3

I'm trying to truncate a long string to a specific number of characters and interpolate another user-defined string in the middle of it (more or less) to represent that the string has been truncated. And at at same time, I'm trying to make the words to not get broken in half. E.g:

The quick brown fox jumped over the lazy dog

If defined (as function parameter) to truncate this string to 20 characters the resulting string should be something like:

The quick brown ... the lazy dog

The closest implementation I came was:

function truncate( $string, $length, $append = NULL ) { if( strlen( $string ) <= $length ) return $string; $append = ( strlen( $append ) ? sprintf( ' %s ', $append ) : ' ... ' ); $start = round( $length / 2 ); $start = strlen( substr( $string, 0, ( strpos( substr( $string, $start ), ' ' ) + $start ) ) ); $end = ( $start - strlen( $append ) ); $end = strlen( substr( $string, 0, strrpos( substr( $string, $start + strlen( $append ) - 1 ), ' ' ) ) ); return substr( $string, 0, $start ) . $append . substr( $string, ( strlen( $string ) - $end ) ); } 

But not only this is not running smoothly with strings of different lengths, but it's also not truncating to the size as defined.

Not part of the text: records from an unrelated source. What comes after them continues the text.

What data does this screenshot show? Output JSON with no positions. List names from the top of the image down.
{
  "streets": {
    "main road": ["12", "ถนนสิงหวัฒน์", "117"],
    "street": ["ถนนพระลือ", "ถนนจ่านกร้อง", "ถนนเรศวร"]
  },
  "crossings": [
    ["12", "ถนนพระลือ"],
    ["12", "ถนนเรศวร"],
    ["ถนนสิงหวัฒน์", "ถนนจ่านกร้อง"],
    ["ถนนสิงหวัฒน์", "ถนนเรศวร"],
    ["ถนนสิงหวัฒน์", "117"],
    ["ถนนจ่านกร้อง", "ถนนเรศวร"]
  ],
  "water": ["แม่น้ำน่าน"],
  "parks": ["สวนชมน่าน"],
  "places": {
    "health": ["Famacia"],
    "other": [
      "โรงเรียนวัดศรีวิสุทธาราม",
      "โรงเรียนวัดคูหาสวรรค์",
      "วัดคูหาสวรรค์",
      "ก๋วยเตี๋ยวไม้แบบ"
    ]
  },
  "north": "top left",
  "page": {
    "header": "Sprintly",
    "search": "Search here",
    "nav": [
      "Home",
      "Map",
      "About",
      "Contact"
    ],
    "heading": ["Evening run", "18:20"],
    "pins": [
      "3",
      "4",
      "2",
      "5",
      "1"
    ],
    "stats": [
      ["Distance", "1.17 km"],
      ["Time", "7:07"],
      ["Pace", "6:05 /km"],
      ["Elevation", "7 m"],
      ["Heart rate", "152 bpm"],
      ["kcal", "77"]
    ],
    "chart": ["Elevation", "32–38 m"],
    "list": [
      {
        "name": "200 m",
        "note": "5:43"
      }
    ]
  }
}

For some strings I'm receiving duplicated blank characters (because of wrong math about the blank spaces used by sprintf() over $append), sometimes one letter is removed from the word closest to the interpolated string and sometimes a word is getting broken in half when it shouldn't.

The above string, for example, if used like:

truncate( $str, 20 ); 

Results in:

The quick brown ... ped over the lazy dog

1
  • Where does the length 20 fit? Your sample string output is actually 32, so at 20 would it really be "The quick...lazy dog" ? Commented Dec 18, 2014 at 16:39

1 Answer 1

0

To avoid the mid-word truncation, I look first to wordwrap() since it already has that ability by default.

So the approach I would take instead is to use wordwrap() to split the string into segments around half your total desired length, minus the length of the separator string.

Then combine the first line from wordwrap(), the separator, and the last line. (Use explode() to split the wordwrap() output into lines).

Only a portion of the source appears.